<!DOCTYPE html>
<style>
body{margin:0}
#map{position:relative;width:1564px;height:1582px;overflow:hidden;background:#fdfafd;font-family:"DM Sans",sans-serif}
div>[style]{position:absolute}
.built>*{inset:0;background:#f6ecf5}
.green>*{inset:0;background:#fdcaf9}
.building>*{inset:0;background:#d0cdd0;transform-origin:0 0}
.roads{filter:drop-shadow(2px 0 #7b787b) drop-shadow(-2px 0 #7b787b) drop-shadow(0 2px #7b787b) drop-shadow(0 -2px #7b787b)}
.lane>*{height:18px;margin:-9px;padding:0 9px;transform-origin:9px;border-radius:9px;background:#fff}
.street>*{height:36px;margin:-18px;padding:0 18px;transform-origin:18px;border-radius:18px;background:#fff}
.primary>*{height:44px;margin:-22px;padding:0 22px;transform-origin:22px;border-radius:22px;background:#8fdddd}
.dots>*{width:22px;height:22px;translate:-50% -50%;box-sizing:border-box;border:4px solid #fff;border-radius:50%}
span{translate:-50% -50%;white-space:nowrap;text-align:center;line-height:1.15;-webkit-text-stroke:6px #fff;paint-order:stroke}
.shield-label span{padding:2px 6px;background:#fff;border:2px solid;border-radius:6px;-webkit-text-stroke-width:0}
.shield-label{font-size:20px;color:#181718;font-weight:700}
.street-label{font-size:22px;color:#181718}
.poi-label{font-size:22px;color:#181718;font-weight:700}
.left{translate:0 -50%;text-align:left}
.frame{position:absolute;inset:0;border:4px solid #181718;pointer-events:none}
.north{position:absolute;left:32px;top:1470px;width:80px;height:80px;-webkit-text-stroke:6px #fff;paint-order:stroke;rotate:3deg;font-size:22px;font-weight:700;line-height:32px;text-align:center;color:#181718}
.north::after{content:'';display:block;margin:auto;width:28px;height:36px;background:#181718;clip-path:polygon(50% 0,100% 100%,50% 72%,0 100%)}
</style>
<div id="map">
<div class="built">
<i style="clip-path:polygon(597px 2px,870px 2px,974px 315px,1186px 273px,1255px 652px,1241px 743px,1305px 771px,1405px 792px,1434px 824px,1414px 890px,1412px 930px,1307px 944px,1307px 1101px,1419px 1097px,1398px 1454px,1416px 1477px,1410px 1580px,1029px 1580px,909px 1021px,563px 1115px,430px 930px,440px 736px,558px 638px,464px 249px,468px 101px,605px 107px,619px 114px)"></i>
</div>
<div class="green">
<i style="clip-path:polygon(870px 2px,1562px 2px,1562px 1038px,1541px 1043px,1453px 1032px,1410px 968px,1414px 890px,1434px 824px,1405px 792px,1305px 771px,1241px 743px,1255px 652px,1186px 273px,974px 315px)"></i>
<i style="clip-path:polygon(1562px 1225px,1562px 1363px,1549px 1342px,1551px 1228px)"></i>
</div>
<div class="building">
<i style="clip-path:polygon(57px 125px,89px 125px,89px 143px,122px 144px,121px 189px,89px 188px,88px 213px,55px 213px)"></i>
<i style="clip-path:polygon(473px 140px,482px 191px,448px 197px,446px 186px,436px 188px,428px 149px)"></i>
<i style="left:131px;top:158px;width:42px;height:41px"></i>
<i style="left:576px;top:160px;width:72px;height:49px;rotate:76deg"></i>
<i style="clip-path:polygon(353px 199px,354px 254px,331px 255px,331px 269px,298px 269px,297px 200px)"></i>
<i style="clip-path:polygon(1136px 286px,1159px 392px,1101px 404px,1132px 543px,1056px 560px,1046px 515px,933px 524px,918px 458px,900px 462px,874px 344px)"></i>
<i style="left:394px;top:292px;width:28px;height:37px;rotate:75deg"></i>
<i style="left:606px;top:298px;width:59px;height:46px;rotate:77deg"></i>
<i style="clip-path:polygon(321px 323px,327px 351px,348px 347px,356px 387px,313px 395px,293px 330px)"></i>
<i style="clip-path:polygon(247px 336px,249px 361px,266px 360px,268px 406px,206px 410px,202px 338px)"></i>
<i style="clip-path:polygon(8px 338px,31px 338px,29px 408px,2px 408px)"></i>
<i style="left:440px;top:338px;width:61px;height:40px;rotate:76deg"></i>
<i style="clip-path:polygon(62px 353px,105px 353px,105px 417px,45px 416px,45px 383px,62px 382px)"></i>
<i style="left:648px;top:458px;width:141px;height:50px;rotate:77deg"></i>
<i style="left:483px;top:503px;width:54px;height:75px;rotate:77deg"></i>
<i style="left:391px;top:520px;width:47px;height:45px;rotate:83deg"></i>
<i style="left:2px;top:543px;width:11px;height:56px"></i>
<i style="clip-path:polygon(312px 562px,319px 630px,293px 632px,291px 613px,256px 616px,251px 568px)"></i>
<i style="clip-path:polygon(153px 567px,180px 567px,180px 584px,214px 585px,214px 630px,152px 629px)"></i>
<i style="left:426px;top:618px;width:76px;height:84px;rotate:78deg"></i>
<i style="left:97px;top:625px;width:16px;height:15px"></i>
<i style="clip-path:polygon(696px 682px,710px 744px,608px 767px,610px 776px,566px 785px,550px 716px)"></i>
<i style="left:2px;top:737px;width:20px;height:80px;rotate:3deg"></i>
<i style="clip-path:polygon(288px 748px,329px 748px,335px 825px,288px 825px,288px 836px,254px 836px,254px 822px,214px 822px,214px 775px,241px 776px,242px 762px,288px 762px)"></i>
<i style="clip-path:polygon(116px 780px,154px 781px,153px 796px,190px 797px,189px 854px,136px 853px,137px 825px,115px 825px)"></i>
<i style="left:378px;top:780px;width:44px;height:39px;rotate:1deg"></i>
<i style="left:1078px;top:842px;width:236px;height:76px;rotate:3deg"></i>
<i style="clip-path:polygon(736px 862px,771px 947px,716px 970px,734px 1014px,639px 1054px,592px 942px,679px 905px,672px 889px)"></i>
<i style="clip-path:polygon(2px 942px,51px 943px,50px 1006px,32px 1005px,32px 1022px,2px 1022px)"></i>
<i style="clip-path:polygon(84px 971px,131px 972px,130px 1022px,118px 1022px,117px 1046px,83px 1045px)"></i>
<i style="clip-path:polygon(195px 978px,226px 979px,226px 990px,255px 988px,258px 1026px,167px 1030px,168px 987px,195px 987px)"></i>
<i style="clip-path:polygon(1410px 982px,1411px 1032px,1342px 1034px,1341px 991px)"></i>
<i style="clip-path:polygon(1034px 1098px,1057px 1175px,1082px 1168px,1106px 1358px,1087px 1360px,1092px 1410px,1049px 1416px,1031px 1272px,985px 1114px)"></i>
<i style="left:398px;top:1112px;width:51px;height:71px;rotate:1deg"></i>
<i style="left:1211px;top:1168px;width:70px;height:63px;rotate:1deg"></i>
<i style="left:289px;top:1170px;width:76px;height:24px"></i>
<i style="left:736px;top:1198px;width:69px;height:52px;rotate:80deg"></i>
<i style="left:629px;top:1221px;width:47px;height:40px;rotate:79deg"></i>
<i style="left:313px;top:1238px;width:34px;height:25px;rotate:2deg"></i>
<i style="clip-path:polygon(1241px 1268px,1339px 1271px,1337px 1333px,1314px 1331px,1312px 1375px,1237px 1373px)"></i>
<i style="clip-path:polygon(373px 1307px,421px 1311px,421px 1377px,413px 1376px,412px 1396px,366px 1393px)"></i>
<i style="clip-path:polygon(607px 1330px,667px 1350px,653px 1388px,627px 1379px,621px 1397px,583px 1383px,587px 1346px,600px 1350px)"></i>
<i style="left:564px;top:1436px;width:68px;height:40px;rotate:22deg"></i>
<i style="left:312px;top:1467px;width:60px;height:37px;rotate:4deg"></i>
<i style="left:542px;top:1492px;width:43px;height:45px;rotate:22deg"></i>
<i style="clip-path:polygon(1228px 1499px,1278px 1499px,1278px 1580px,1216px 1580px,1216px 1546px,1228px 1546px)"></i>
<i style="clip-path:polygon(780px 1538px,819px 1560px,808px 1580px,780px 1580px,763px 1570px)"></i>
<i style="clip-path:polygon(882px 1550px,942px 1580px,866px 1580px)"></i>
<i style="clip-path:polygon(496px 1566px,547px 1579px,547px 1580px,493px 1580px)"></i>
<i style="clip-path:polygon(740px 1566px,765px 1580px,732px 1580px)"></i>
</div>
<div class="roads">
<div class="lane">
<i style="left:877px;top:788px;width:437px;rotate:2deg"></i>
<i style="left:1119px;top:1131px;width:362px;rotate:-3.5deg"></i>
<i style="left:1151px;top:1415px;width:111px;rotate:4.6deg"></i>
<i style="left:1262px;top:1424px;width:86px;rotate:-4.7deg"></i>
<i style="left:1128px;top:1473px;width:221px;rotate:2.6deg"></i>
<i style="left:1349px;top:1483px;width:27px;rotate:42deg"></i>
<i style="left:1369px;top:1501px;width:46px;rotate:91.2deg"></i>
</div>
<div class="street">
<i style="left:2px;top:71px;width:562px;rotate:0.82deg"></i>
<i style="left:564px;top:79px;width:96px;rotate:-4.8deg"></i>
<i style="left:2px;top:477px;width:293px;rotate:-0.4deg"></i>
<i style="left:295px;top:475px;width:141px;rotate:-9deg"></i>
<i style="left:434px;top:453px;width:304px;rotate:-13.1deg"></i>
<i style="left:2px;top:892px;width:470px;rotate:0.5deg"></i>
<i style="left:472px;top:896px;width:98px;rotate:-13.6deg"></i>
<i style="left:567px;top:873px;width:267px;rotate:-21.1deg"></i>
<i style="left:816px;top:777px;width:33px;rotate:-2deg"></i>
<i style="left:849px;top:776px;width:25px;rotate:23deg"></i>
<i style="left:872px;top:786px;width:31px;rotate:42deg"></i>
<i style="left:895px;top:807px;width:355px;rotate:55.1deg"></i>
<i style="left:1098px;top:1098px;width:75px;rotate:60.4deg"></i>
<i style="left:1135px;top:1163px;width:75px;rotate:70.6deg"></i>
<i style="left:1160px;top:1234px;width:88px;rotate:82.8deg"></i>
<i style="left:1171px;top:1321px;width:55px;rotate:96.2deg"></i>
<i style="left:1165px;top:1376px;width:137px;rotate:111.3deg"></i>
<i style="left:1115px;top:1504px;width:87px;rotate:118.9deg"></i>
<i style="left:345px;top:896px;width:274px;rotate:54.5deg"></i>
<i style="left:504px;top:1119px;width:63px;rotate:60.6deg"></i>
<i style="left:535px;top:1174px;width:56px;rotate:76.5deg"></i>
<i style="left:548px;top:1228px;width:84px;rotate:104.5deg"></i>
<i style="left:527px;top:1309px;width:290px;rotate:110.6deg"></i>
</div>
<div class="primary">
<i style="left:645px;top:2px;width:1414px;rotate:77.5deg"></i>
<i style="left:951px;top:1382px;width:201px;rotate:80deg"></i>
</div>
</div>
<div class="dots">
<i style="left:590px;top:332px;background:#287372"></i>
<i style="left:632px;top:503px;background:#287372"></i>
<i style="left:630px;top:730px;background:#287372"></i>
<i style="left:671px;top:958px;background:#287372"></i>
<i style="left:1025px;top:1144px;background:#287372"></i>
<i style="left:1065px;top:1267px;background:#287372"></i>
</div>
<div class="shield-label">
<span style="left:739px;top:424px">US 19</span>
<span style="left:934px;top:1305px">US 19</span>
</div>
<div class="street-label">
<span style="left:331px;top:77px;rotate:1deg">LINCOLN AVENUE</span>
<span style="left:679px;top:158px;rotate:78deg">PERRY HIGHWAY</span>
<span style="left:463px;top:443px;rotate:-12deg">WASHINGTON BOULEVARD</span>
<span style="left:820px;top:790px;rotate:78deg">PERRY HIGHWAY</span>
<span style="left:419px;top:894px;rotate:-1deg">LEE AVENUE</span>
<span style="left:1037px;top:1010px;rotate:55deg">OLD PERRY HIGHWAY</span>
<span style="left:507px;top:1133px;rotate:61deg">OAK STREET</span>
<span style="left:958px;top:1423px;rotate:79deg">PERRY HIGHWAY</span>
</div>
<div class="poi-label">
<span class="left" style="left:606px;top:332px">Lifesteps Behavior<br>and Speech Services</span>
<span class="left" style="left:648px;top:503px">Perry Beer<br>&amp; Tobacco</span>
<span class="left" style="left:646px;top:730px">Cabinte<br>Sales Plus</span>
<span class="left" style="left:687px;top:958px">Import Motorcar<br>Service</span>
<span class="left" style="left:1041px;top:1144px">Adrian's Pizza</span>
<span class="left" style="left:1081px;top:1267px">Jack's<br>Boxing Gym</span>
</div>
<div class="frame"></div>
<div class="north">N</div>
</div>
________________
Requirement: Please find every line in the listing that holds the string "lane" and copy it.

Your response:
.lane>*{height:18px;margin:-9px;padding:0 9px;transform-origin:9px;border-radius:9px;background:#fff}
<div class="lane">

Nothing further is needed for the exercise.